Filesystem                   Size  Used Avail Use% Mounted on
/dev/sda1                    932G   83G  848G   9% /media/nextcloud-data
/media/nextcloud-data/files  932G   83G  848G   9% /tmp/nextcloudencrypted
See how we mounted the files folder into /tmp/nextcloudencrypted and it has no impact on the available space on our hard disk? Sweet! But we still haven’t backed up anything yet. Here’s my very basic backup script:
#!/bin/bash
occ="sudo -u www-data php /var/www/nextcloud/occ"

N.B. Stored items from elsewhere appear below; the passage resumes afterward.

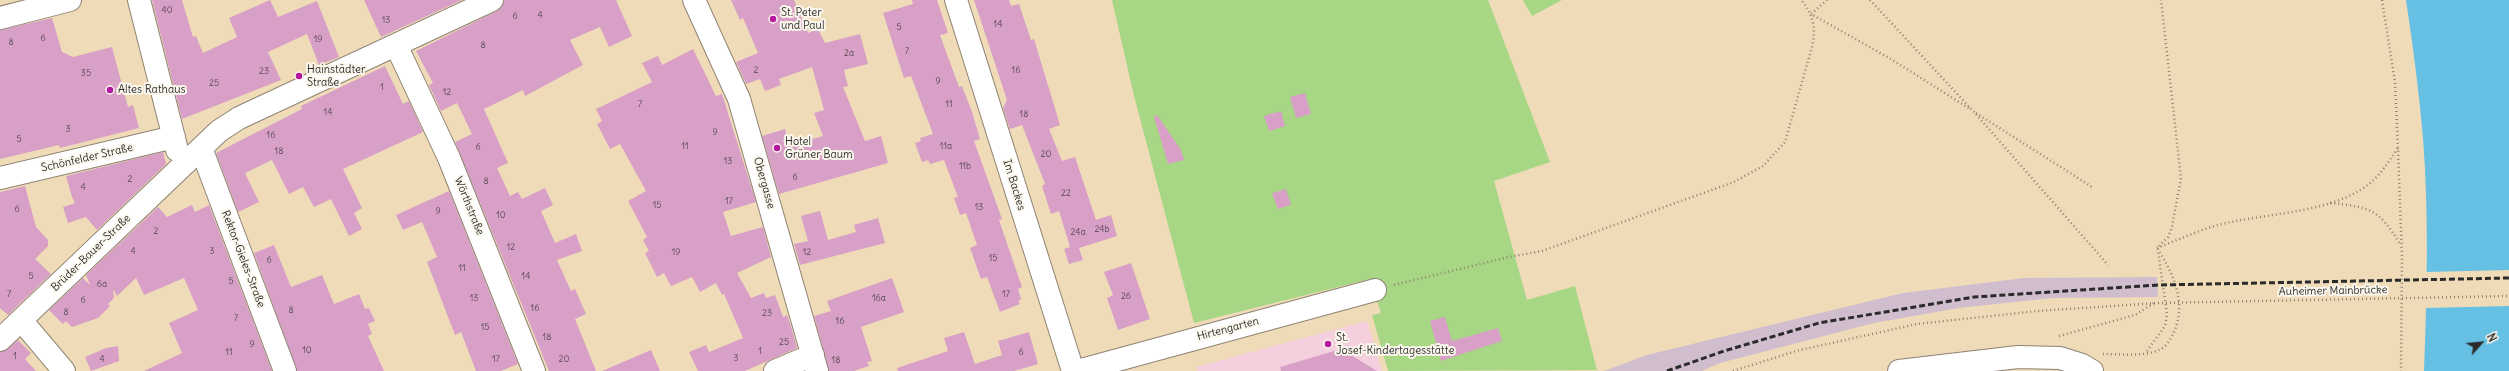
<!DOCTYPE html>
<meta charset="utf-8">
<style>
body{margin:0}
#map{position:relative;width:2509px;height:371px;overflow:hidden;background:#f0dbb9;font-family:Delius,sans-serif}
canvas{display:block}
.north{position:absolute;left:2461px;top:323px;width:40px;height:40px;-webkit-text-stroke:3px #fbf7ec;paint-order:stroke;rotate:63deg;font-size:11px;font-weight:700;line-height:16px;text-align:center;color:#2b2b2b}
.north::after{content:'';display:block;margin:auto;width:14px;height:18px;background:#2b2b2b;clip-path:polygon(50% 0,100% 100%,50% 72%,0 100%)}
</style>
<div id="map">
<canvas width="2509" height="371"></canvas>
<div class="north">N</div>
</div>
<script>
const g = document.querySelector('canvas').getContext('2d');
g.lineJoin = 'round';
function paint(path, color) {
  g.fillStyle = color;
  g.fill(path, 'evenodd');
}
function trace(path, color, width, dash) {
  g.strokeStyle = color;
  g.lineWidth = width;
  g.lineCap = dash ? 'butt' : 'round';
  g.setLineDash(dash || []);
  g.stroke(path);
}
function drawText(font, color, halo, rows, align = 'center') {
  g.font = font + ' Delius,sans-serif';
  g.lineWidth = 4;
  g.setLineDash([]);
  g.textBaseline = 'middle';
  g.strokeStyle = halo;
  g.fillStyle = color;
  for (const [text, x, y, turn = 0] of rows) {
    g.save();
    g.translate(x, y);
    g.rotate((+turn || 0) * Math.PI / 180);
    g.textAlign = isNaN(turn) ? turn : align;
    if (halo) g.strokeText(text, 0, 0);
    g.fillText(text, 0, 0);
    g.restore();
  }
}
paint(new Path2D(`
 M1367,321l15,50h-184l-2,-4z`), '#f4cfdd');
paint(new Path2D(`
 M2157,277l1,20 -106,1 -93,10 -85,15 -154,40 -18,8h-98l43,-16 256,-62 121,-15z`), '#d0bdcd');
paint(new Path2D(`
 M1112,0h376l62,162 -56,19 33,119 48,-14 22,84 -209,1 -16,-56 9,-2 -11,-34 -176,44 -60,-227z
 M1523,0h39l-30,16z`), '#a7d785');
paint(new Path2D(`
 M2406,0h103v371h-85c3,-77 5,-156 -1,-233 -4,-46 -10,-92 -17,-138z`), '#65c0e3');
paint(new Path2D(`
 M2509,270v36l-85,2v-36z`), '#f0dbb9');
paint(new Path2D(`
 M152,0h30l11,37 3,-1 7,17 34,-16 -8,-19 41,-18 8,17 39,-16 22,56 -20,8 -12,-31 -39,18 13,28 -99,39z
 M364,0h98l-81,37z
 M504,0h112l16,36 -23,11 -9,-20 -30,13 13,25 -58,31 -2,-6 -39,19 24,54 -11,5 13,28 8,-4 4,7 23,-11 8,17 -12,6 14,32 21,-9 6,17 -25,9 14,31 4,-2 11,25 -11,5 21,52h-47l-94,-229 17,-8 -15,-31 -16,8 -12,-26 4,-2 -17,-32 81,-40 5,-4z
 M731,0h63l14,33 10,-4 7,14 35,-9 8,30 -24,6 4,16 -5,1 22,54 16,-5 7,27 -109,31 -17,-58 23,-7 4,16 34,-9 -9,-23 10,-3 -12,-43 -33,12 2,6 -16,6 -5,-12 -14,5 -10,-22 22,-9 -15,-35 -3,2z
 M912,0h25l11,33 -8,2 19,52 3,-1 10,26 8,27 -6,2 28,78 -3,1 23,67 -4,2 3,10 -3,2 2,3 -20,8 -13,-35 -6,2 -11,-31 7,-3 -11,-32 -6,2 -6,-17 4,-1 -14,-37 -14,4 -2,-4 -6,2 -7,-19 6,-2 -1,-3 13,-4 -22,-58 -7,2 -21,-65 30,-9z
 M974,0h35l2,6 8,-2 12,36 3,-1 26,86 -11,4 13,32 13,-4 21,63 15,-5 6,21 -38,12 4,12 -14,4 -5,-15 6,-2 -11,-36 -8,3 -9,-28 3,-2 -23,-59 -12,4 -7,-21 4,-8z
 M52,18l10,34 11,5 39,-10 16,60 5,-2 6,23 -79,20 -1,-3 -59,14v-129z
 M693,49l23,47 6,-2 34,108 -33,10 8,24 32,-9 8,30 -34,16 14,25 13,-5 2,5 9,-3 8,22 4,-2 3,8 7,25 -52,23h-47l-9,-19 17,-7 3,7 34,-14 -19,-44 -2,1 -6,-12 -16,9 -8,-15 -21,9 -7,-13 -7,4 -12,-24 4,-2 -6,-11 4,-3 -19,-36 18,-10 -26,-47 -10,5 -13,-25 5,-3 -6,-12 56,-27 -10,-19 16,-7 4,9z
 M385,66l18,38 6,-3 14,31 -80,37 19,39 -8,5 8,16 -13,7 -18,-37 -17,8 -11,-20 -14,7 -17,-34 -27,13 14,29 -21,10 -22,-59 86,-44 -1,-3z
 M1305,93l6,21 -15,4 -6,-21z
 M1281,111l4,15 -16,5 -5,-15z
 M1157,115l24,35 3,10 -16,4 -14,-47z
 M163,152l3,12 -69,66 -11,-13 -18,6 -5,-16 12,-4 -3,-6 -6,-21z
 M25,186l11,41 12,13v6l-13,13 16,15 -43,41 -8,-7v-116z
 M1286,189l5,16 -13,4 -6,-16z
 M449,191l69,173 -17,7h-25l-15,-39 -6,3 -28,-73 10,-5 -15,-35 -19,8 -7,-15z
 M192,205l3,7 14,-7 63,166h-128l38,-18 -13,-30 29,-13 -14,-32 -40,17 -8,-17 -19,18 -4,-7 1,9 -6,6 2,2 -12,12 -26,9 -6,-6 -3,3 -14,-14 34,-32 7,7 -4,-10 72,-68 9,10z
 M820,211l8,29 28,-8 -2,-7 24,-7 7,25 -85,22 -6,-21 14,-3 -7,-25z
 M274,245l17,42 31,-12 12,29 25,-10 6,15 4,-1 6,13 -7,3 4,10 -4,2 16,35h-87l-43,-118z
 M1131,263l19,56 -32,11 -11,-32 6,-3 -9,-23z
 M892,278l12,34 -43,15 11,34 -5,1 2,4 -15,5h-25l-15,-55 17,-5 -4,-10z
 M1445,317l7,24 46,-13 4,13 -61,20 -11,-40z
 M964,332l11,32 27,-9 -4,-14 31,-9 9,32 -24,7h-116l-1,-3 51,-17 -4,-13z
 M18,340l13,13 -6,6 11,12h-36v-19l8,-3z
 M118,346l1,15 -28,10 -6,-14 21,-9z
 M1341,349l36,22h-96l-1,-4z
 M651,350l9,21h-58z`), '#d8a0c6');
const minor = new Path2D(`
 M139,0l38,150
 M694,0l45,99 78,272
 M956,0l117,371
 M0,18l70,-18
 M396,45l53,113 85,213
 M201,148l84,223
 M0,178l174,-41
 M21,320l43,51
 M0,340l219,-209 20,-13 253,-118
 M775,371l38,-16
 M1077,371l298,-81
 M1899,371l119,-14 42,1 22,7 10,6`);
trace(minor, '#8e8372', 24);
trace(new Path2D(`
 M1827,0l-16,14 80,45 79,50
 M1870,0l104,112 134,153
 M2382,0l13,82 3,66 4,110 -1,113
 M1976,113l116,74
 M2330,203c40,4 49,6 70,41
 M2159,246l9,-9 4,-10 9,-49 -20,-178
 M2157,248c18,-7 36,-15 54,-21 47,-14 110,-12 151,-38 17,-11 25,-25 36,-41
 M1394,285l115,-28 33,-6 192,-69 29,-16 22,-24 27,-95c4,-17 2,-33 -11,-47
 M2059,336l76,-21 19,-12
 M2147,351l18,-25 2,-12 -9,-63
 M2103,354c17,0 40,3 56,-4 7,-3 12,-11 15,-18 13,-30 -1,-59 -17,-84
 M1733,371l63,-20 121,-27 120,-13 121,-8`), '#8e8372', 2.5, [1, 3]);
trace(minor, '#fff', 22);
trace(new Path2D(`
 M1667,371l57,-20 95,-28 155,-26 184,-12 351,-7`), '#2b2b2b', 3, [6, 3]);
trace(new Path2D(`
 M2158,303l351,-7`), '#8e8372', 2.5, [1, 3]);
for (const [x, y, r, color] of [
 [773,19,4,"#b5179e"],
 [299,76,4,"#b5179e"],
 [110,90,4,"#b5179e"],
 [777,148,4,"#b5179e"],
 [1328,344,4,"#b5179e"]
]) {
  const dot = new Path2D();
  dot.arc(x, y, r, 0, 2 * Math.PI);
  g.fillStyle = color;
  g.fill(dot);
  trace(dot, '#fbf7ec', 1.5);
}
drawText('9px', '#564852', null, [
 ["40",167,10],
 ["4",540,15],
 ["6",515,16],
 ["13",386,20],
 ["14",998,24],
 ["5",899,27],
 ["6",43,38],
 ["19",318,39],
 ["8",11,42],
 ["8",483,45],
 ["7",907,51],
 ["2a",849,53],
 ["2",756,70],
 ["16",1016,70],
 ["23",264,71],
 ["35",86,73],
 ["9",938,81],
 ["25",214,83],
 ["1",382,87],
 ["12",447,92],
 ["7",640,104],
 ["11",949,104],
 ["14",328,112],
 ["18",1024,114],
 ["3",68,129],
 ["9",715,132],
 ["16",271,135],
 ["5",19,139],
 ["11",685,146],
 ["11a",946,146],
 ["6",478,147],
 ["18",279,151],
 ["20",1046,154],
 ["13",728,161],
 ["11b",965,166],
 ["6",795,177],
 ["2",130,179],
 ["8",486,181],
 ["4",83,187],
 ["22",1066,193],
 ["17",729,201],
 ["15",657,205],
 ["13",979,207],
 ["6",17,209],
 ["9",438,211],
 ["10",501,215],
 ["24b",1102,229],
 ["2",156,231],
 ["24a",1078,232],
 ["12",511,247],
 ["4",133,251],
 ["3",212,251],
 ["19",676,252],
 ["12",807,252],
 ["15",993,258],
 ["6",269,260],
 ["11",462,268],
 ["5",31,276],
 ["14",526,276],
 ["5",231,281],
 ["6a",102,284],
 ["7",9,294],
 ["17",1006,294],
 ["26",1126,296],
 ["13",474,298],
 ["16a",879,298],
 ["6",83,300],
 ["16",535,308],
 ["8",291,310],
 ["8",66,312],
 ["23",767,313],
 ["7",236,318],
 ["16",840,321],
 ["15",485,327],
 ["18",547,337],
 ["25",784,342],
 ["9",252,344],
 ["10",307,350],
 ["1",760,351],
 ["11",229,352],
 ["6",1021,352],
 ["1",15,356],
 ["3",736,358],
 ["4",102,359],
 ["17",496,359],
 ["20",564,359],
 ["18",836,360]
]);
drawText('11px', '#2b2b2b', '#fbf7ec', [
 ["St. Peter",781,13],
 ["und Paul",781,26],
 ["Hainstädter",307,70],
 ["Straße",307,83],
 ["Altes Rathaus",118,90],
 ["Hotel",785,142],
 ["Grüner Baum",785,155],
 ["St.",1336,338],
 ["Josef-Kindertagesstätte",1336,351]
], 'left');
drawText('11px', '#2b2b2b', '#fbf7ec', [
 ["Schönfelder Straße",87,158,-13],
 ["Obergasse",764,183,74],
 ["Im Backes",1014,185,73],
 ["Wörthstraße",469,206,68],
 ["Brüder-Bauer-Straße",91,253,-44],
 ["Rektor-Gieles-Straße",243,259,69],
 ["Auheimer Mainbrücke",2333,291,-1],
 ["Hirtengarten",1228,329,-15]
]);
</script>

$occ maintenance:mode --on
mysqldump -u root --single-transaction nextcloud > /tmp/dbbackup.sql
gzip -f /tmp/dbbackup.sql
rsync -avz /tmp/dbbackup.sql.gz you@yourowngoddamnstorage.com:backup/nextcloud
$occ maintenance:mode --off
rsync -avz --delete /tmp/nextcloudencrypted you@yourowngoddamnstorage.com:backup/nextcloud
First we switch into the maintenance mode of our nextcloud to create an database dump. Because it might take quite some time to rsync all files, we switch the maintenance mode back off again. Then we sync our encrypted files to our remote storage. But how do we get our data back? Easy.
mkdir nextclouddecrypted
rsync -avz you@yourowngoddamnstorage.com:backup/nextcloud/nextcloudencrypted nextcloudencrypted
gocryptfs nextcloudencrypted/ nextclouddecrypted
Basically, download your encrypted data, create a new folder and command gocryptfs to decrypt your data into this new folder.

Conclusion

There’s still room for improvement. Like, a lot. First of all, the database is not encrypted. This should be fairly straight forward. Then we only have ONE backup of last night. I would like to have the option to go back at least a couple of days, maybe save a snapshot of last month. As the names of the files do not change with every encryption process, this could be done with some hard links. But it’s better than nothing.